Glaros questioned the group about additional training for the pilot program they said would be needed for the Denver Sheriff’s Department, courts’ warranted bond staff and other departments involved.
“Often retraining behavior can be a difficult thing to [accomplish],” she said. “It sounds to me like the technology side is probably the easier piece. Behavioral change can be harder.”
“Team DOLA” offered a software solution to expedite the normally months-long process of distributing grant money through the Department of Local Affairs, which they said awards more than $23 million to different communities in the state. The current process takes 12 steps and five different signatures. Processing time could come down to as low as four days, the group said. For grant recipients, the average 173-day time savings could mean another construction season well-utilized or a rural town could expand its broadband infrastructure in time to meet demands for an upcoming busy tourist season.
Lynne expressed concern about the possible elimination of government jobs with such a large efficiency jump. The team responded they hope the employees tasked with grant processing and distribution would instead be able to take on other duties.
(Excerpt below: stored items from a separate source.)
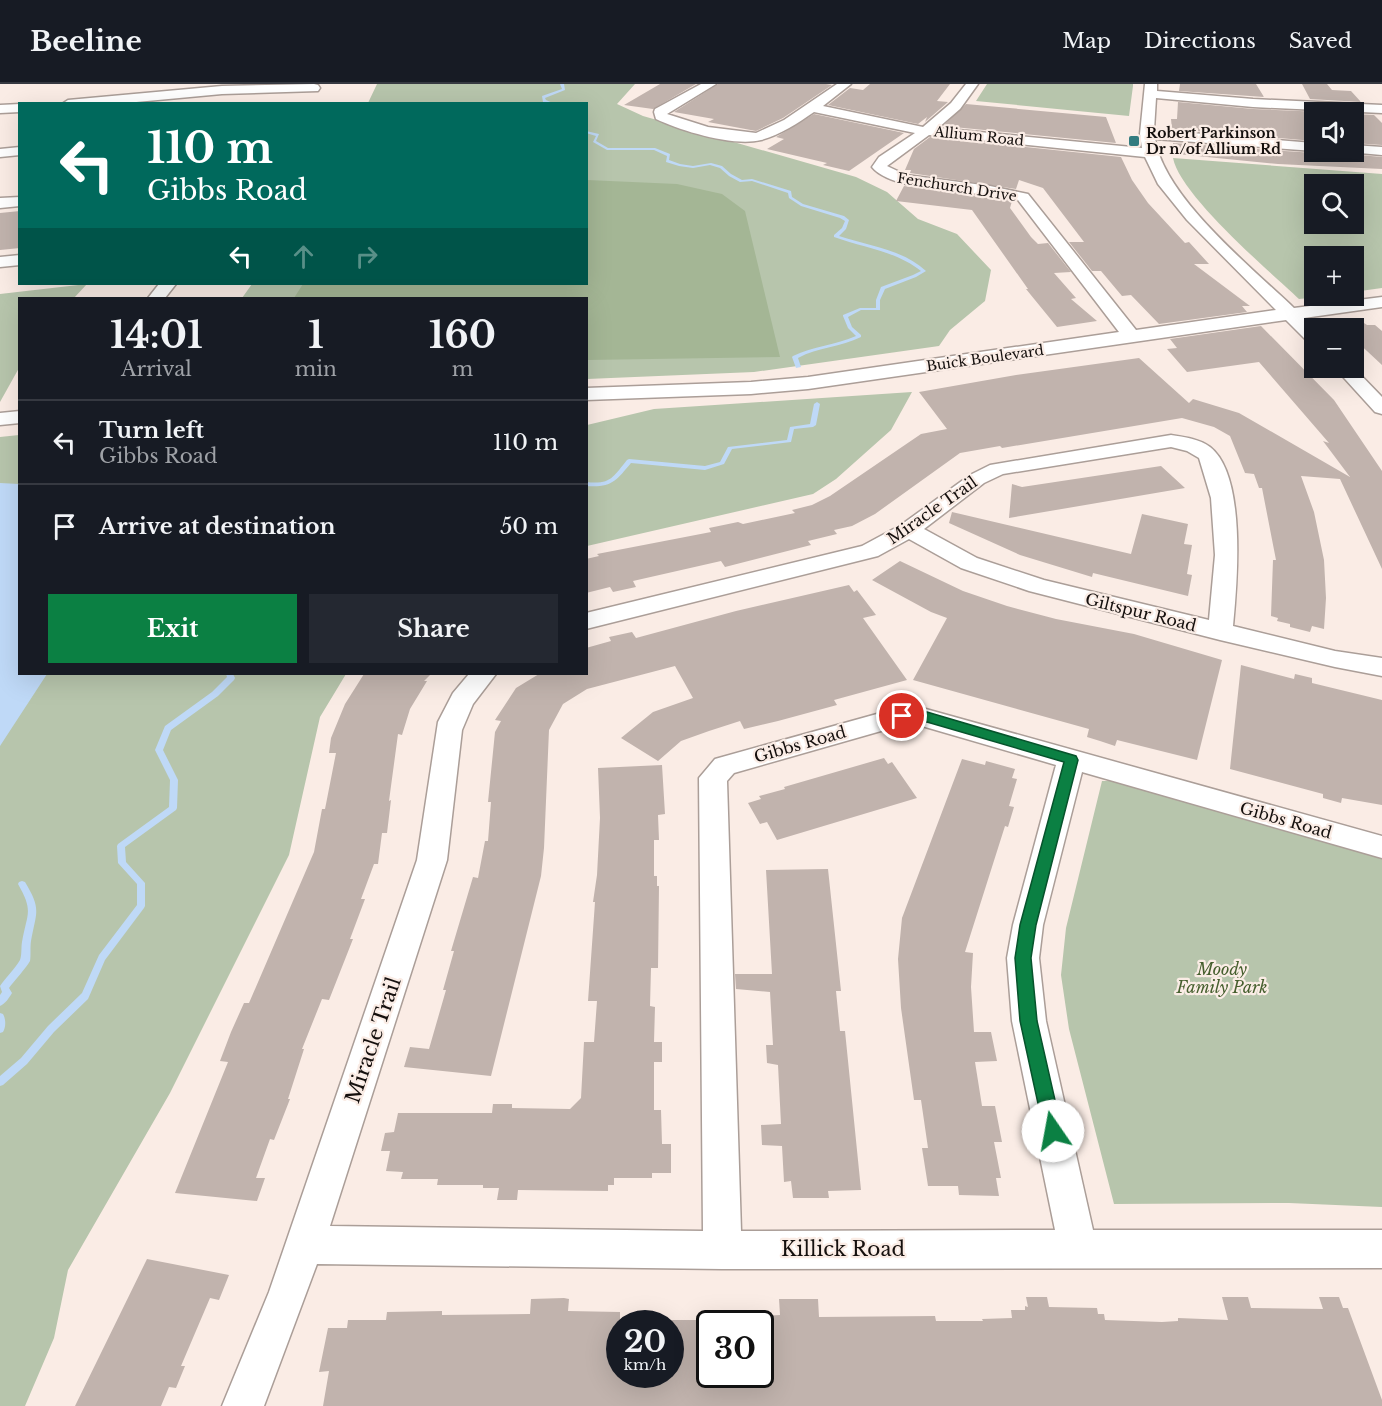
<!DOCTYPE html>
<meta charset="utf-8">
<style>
body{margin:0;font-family:"Libre Baskerville",serif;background:#242831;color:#f1f3f6;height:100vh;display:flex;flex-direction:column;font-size:22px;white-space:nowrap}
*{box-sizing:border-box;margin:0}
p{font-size:20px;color:#9ea1a6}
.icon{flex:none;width:33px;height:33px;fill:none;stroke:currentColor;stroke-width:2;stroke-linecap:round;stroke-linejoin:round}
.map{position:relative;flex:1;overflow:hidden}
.sheet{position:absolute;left:18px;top:213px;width:570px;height:378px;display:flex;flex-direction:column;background:#171b24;border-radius:0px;box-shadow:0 6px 24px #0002}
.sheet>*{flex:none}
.top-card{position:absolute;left:18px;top:18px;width:570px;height:183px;border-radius:0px;box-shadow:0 6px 24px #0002;background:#00695c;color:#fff;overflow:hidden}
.controls{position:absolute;left:1304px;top:18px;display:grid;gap:12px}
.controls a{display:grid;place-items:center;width:60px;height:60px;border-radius:0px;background:#171b24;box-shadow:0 6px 24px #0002;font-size:30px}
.speed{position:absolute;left:606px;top:1226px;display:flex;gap:12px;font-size:30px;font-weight:700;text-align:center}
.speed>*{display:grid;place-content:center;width:78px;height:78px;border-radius:50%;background:#171b24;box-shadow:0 6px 24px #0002;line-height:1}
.speed small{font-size:15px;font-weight:400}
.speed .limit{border:3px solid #111;border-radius:9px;background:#fff;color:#111}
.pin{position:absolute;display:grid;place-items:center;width:51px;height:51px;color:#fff;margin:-26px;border:3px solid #fff;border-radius:50%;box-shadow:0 2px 6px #0007}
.me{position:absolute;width:66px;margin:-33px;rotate:348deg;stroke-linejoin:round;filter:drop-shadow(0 0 4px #0008)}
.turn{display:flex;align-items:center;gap:21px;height:126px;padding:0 30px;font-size:27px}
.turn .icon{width:78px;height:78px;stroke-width:2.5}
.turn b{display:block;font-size:42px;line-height:51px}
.lanes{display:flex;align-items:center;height:57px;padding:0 30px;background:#0003;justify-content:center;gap:30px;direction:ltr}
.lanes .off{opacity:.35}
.eta{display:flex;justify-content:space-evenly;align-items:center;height:102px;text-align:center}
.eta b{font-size:36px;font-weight:700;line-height:42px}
.button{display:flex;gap:12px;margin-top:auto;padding:12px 30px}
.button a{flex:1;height:69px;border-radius:0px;background:#0b8043;color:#fff;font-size:24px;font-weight:700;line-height:69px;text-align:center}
.button a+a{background:#242831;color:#f1f3f6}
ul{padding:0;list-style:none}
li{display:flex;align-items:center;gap:18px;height:84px;padding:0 30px;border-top:2px solid #363941}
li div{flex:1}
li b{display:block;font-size:22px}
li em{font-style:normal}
header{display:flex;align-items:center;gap:36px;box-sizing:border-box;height:84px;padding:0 30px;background:#171b24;border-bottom:2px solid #363941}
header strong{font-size:28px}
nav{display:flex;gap:33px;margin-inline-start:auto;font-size:21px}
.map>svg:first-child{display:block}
.green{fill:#b7c5ac;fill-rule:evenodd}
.forest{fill:#a4b695}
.water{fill:#bfd9f7}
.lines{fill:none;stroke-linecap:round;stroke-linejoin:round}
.stream{fill:#bfd9f7;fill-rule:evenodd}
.building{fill:#c1b3ad}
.minor-casing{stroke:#ab9e98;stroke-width:3}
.minor{fill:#fff;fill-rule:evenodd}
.route{fill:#0b8043;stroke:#07532c;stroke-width:1.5}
.poi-dot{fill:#337c80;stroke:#faece5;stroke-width:2}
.labels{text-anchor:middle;stroke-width:4.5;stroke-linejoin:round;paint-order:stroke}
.far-poi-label{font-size:14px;font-weight:bold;fill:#15100e;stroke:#faece5;text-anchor:start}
.far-street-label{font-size:14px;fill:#15100e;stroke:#faece5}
.street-label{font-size:16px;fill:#15100e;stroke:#faece5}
.park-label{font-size:16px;font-style:italic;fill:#465f2e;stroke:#faece5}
.near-street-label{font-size:20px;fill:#15100e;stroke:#faece5}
</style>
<header>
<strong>Beeline</strong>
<nav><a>Map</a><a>Directions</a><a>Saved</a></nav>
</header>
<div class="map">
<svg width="1382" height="1322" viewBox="0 0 1382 1322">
<rect width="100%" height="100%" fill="#faece5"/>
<path class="green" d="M377,0H635L617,20L643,32L856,93L887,108L918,135L957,150L991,186L985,217L950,246L939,262L754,288L587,295L586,214H242L252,200H586V20L368,19Z
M987,0H1133V2L1129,32L976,17Z
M1173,74L1382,90V204L1353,208V172H1314V212H1330L1299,215C1269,187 1180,111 1173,74ZM1314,100H1353V140H1314Z
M87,200L74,214H20L19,284L0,318V210Z
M912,308L891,346L836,395L813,410L587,462V341L654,325Z
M19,351L20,590H346L320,633L289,771L170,1009L68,1186L54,1254L25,1322H0V353Z
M1102,697H1113L1382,774V1123L1289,1119L1114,1120L1069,945L1061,891L1066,844Z"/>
<path class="forest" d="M587,96L677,100L722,110L745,127L780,273L587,276L586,214H294L303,200H586Z"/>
<path class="water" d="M0,399L19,400L20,590H47L0,662Z"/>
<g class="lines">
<path class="stream" d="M560,0H564L565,6L545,14L546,16L555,20H549L543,18L542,12L562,5Z
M586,47L599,50L596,57L608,64H655L670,70L669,76L680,80L693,82L711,79L722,82L731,90L742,96L752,95L791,107L792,113L803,120L844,132L849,136L846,145L839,152C869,162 902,165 926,187L916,193L885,205L880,216V226H861L848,233L852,243L861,251V253C841,263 818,263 798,274L801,283L796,284L792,273L793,272C813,262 836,261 856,252L848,244L843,232V231L860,224H876V216L881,203L913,191L921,187C896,167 864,164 834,153V151L842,144L845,137L840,134L801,122L789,114L788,109L752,97L740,98L729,92L720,84L710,81L693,84L679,82L666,78L667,72L654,66H607L593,58L596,52L586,49Z
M817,318L820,320L816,341L813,343L794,345L791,358L732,365L724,380L705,386L631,379C616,397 611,404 586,402V398C611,401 613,393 627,376L629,375L705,382L720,378L728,363L787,356L790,343L810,340L814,320Z
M226,590H233L235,594L234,596L218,612L171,646L163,666L178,696L177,724L176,726L125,763L126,778L145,799V822L144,824L105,876L88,915L54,948L27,980L3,1001L0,1002V992L21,974L48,942L82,909L99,871L137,821V800L118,779L117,762L118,760L169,723L170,696L155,666L165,642L212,608L227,593Z
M22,797L25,798C42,826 36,828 31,857C30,863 31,872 30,877C27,883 14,897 9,904L12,909C9,914 5,920 0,922V911L2,908L0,902C6,893 15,885 20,876C22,871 21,863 22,858C27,829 34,828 18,800L19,798Z
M0,929L3,930C6,935 6,943 3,948L0,949Z"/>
</g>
<path class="building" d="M660,0H696L653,25L624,21Z
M718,0H826L832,1L783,34L756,47L708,38L714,35L674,28Z
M870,0H950L937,17L948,18L925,38L927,33L918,40L828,21L850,4L863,6Z
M1180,0H1256L1264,13L1179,7Z
M1302,0H1327L1332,6L1351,7L1361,18L1310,15Z
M1178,18L1253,25L1323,28H1314V57L1172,45L1171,35H1177Z
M966,20L1106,33L1116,59L943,42Z
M814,30L904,49L849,87L823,81L827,79L767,65L784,55L776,53Z
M1353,30L1374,31L1382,39V61L1353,59Z
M930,53L1121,73L1132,96L1148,119L1185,159L1189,158L1209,180H1194L1250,222H1242L1247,228L1159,240L1131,211L1122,212L1101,187H1092L1069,158H1084L1043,104L1019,96L1016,105L910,89L911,86H905L914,65Z
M1173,59L1314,69L1346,68L1348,70L1382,73V85L1278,80L1177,70L1174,68Z
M904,102L1012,117L1010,124L1031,153L1038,160L1048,159L1071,188L1054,189L1076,214L1071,215L1097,237L1057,243L1026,205H1028L972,126L896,117Z
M20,127V164L0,166V129Z
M1364,239L1367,241H1375L1382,247V281L1353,254V244H1343L1338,240Z
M1261,242L1334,316L1382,387V485L1340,395L1301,392L1314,428L1324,476L1326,514L1324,545L1312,542L1310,548L1290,543V540L1277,537L1278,534L1271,532L1273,476H1276L1262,404H1259L1254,390L1245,389L1230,352L1214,343L1182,334L1002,364L1000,362L960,369L875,430L852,442L834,446L837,450L808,457L811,461L725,483L721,477L633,497L636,503L613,508L610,503L586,509V475L599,472L597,470L711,448L709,444L738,438L743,440L795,429L792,426L812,421L830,412L921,350L947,345L919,308L1016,291L1139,274L1189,319L1193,315L1239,329L1350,393L1323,357L1329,359L1259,278L1187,288L1167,265L1177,264L1170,255Z
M1161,382L1185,404L1009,434L1012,400L1022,403Z
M952,428L1131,470L1142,430L1188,440L1184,460L1192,461L1187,490L1192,491L1188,512L1093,489L1092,493L1020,471L949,439Z
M900,477L963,507L1007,522L1056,535L1134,550L1222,576L1197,676L1117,656L1115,662L1100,657L1087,653L1089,645L913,596L947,534L931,528L872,496Z
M849,501L854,508L857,506L876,531L863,534L907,596L834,616L837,621L778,637L744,645L740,637L709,647L681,657L658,677L621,654L653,628L693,614L675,582L587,605L563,620L549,646L544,764L541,792L491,992L404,983L410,963L429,965L446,906H443L454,867H451L473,793L478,794L485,757H488L491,718H488L495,648L501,637L495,636L516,604L539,590H586V564L611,557L609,553L632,548L636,554L736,527Z
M1241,581L1294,595L1295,590L1312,594V599L1382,616V721L1342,714L1341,719L1323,714V710L1230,685Z
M364,590H431L424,597H427L410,625L402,651L398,650L389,717L391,716L387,749H382L378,780H374L361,815H365L350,855H353L329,916L322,915L302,965H304L288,1015H290L274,1056L270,1055L256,1094H265L257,1117L175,1109L228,978L220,977L231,948L244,919H249L314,768L322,725H325L326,720L336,669H329L331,654L345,620Z
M884,674L888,680L892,678L917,714L777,756L767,738L760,740L748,719L761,715L759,712L785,705L784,703Z
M962,675L985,681L986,677L1015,685L1012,694L1017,695L1009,722L1014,723L1008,743L1005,742L965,868L973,869L971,903L974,948H991L997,977L975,978L982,1022H995L1002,1058H994L1001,1094H996L999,1112L959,1111L958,1102H928L922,1064H928L921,1016H914L901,924L898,875L902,834Z
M662,681L665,730L658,731L659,756H654V792H657V802H659L658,884H651L650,922L655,923L654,958H662V978H654V1026H661L662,1060H671V1089H652V1094H614V1101H608V1107L518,1106L517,1116H497L499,1104H483V1101H437L438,1095H401L403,1088L386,1087L390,1067H381L385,1049L394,1048L398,1029H492L493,1020H512V1024L570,1025L581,1014L584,958H594L597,917H588L595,818H593L597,791L600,734L598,684Z
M828,785L841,907H836L840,947H845L861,1106L828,1107L829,1114H793L791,1097L784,1098L782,1062L762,1061L761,1041L781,1040L778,981L767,979L766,961H773L770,908L736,905L735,890H772L766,786Z
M147,1175L229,1191L219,1216L210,1214L181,1282H185L176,1304L169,1303L161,1322H75Z
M1026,1213H1047L1049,1223L1097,1224L1098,1230H1104L1105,1236L1162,1238L1178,1237V1234L1228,1236L1222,1213H1248L1251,1224L1323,1225L1319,1213H1339L1343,1224H1348L1382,1316V1322H323L329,1287L319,1288L328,1244H347L348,1236H386L387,1228L442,1227V1231L530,1230L531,1215L564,1214L569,1215L568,1227L620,1228V1290H670V1236H710V1290H764L762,1232L780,1231L779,1215H818L819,1233L935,1232L936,1237H983L982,1235L1012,1234L1011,1226H1025V1222L1028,1223Z"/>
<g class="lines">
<g class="minor-casing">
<path id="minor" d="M314,0L318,1L320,4L318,7L222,10L115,20H62L68,16L222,2Z
M701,0H716L667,30L708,43L756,49L784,36L837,0H851L823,22L923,43L951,19L966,0H978L960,25L938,44L1142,64L1140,50L1145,0H1157V7L1253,15L1382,21V29L1253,23L1156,14L1154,46L1314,59V67L1155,55C1164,113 1251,183 1294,224L1382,213V223L1304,234L1315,244L1314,259L1308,258L1286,236L808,305L751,310L586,316V304L751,298L808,293L1119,248L1018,116C982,106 894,110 872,83L879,73L915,49L814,28C798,39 780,51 761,56C734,63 681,47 656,35L654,28L655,25ZM929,51L1145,73L1158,100L1187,136L1276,226L1136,246L1028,110L990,102L906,91L887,82Z
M20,20V28L0,29V21Z
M1353,61L1382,63V71L1348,68H1353Z
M20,63V71L0,73V65Z
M20,113V122L0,124V114Z
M20,171V181L0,183V173Z
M159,200H176L165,214H148Z
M1353,283L1382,313V330L1375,328L1335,284Z
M20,327V339L0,341V329Z
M1171,351C1184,353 1200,355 1210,363C1247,392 1237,500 1233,542L1335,567L1382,574V592L1335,583L1220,556L1029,507L961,484L909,455L878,472L586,545V529L862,462L901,441L970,391L990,381ZM1171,363L1187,367L1199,374L1211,414L1215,471L1209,536L1044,496L977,474L924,445L984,399L1003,390Z
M469,590H496L473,620L462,646L447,776L330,1142L703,1147L699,694L715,675L902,623L915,622L1382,752V774L1082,688L1043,841L1039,874L1046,937L1093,1146H1382V1184L722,1185L317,1180L264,1322H222L269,1208L417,776L438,638L453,609ZM915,640L1056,681L1013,841L1007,874L1012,937L1055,1146L741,1147L727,697L734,689L902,641Z"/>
</g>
<use href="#minor" class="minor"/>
</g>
<path class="route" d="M902,627L927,628L1076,672L1078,676L1036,841L1031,874L1037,937L1062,1047L1059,1053L1053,1056L1046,1053L1044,1047L1020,937L1015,874L1020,841L1064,678L927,638L898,635L896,632L898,629Z"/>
<rect class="poi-dot" x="1128" y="51" width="12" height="12" rx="3"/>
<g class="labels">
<g class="far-poi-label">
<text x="1146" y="54">Robert Parkinson<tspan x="1146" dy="16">Dr n/of Allium Rd</tspan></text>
</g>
<g class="far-street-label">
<text transform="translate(979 52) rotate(6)" y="5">Allium Road</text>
<text transform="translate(957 103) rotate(9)" y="5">Fenchurch Drive</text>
<text transform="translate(985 274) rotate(-8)" y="5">Buick Boulevard</text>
</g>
<g class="street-label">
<text transform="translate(932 426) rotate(-35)" y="6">Miracle Trail</text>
<text transform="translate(1141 528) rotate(14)" y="6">Giltspur Road</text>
<text transform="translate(800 660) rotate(-16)" y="6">Gibbs Road</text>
<text transform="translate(1286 736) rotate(16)" y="6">Gibbs Road</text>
</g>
<g class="park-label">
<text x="1222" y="891">Moody<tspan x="1222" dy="18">Family Park</tspan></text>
</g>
<g class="near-street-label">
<text transform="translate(373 956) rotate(-71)" y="7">Miracle Trail</text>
<text x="843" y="1172">Killick Road</text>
</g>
</g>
</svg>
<div class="controls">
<a><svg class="icon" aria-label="sound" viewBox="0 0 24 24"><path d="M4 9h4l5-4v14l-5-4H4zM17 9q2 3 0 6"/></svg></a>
<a><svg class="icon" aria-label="search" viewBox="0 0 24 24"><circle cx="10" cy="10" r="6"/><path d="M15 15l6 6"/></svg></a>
<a>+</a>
<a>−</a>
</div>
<div class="speed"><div>20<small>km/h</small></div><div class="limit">30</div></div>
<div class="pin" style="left:902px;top:632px;background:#d93025"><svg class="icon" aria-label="arrive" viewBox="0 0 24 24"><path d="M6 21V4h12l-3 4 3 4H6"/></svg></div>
<svg class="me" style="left:1053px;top:1047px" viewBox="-20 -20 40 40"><circle r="19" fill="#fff"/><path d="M0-13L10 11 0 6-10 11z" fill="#0b8043"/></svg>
<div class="top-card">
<div class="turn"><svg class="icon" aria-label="left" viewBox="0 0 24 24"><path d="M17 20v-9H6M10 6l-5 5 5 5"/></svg><div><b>110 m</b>Gibbs Road</div></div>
<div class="lanes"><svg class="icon" aria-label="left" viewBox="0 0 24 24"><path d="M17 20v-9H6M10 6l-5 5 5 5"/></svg><svg class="icon off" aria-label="ahead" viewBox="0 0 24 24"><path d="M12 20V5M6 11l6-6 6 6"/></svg><svg class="icon off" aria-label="right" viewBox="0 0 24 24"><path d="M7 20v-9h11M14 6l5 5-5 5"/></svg></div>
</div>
<section class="sheet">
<div class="eta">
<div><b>14:01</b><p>Arrival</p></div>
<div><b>1</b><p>min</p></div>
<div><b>160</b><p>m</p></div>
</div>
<ul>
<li><svg class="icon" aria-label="left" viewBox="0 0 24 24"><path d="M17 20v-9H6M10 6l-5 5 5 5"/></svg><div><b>Turn left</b><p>Gibbs Road</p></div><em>110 m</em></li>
<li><svg class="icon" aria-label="arrive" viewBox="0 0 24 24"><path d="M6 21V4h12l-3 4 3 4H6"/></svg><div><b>Arrive at destination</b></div><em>50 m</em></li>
</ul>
<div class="button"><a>Exit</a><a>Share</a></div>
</section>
</div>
And “Team Foster” proposed a digital system designed to address Colorado’s shortage of hundreds of foster homes. They plan to both increase recruitment of foster families and retention of families who may drop out of the foster care system because of feelings of isolation and burnout. Team Foster proposed a universal application for foster families in the state to reduce the normally lengthy and arduous process. The group also proposed small support webs for foster families that are also designed to help them address the unique needs of the children they foster.
After the pitches concluded, Hancock praised each team and voiced his support for the accelerator program’s growth. “This really is about recognizing that government can’t hide behind the cloak of bureaucracy anymore.”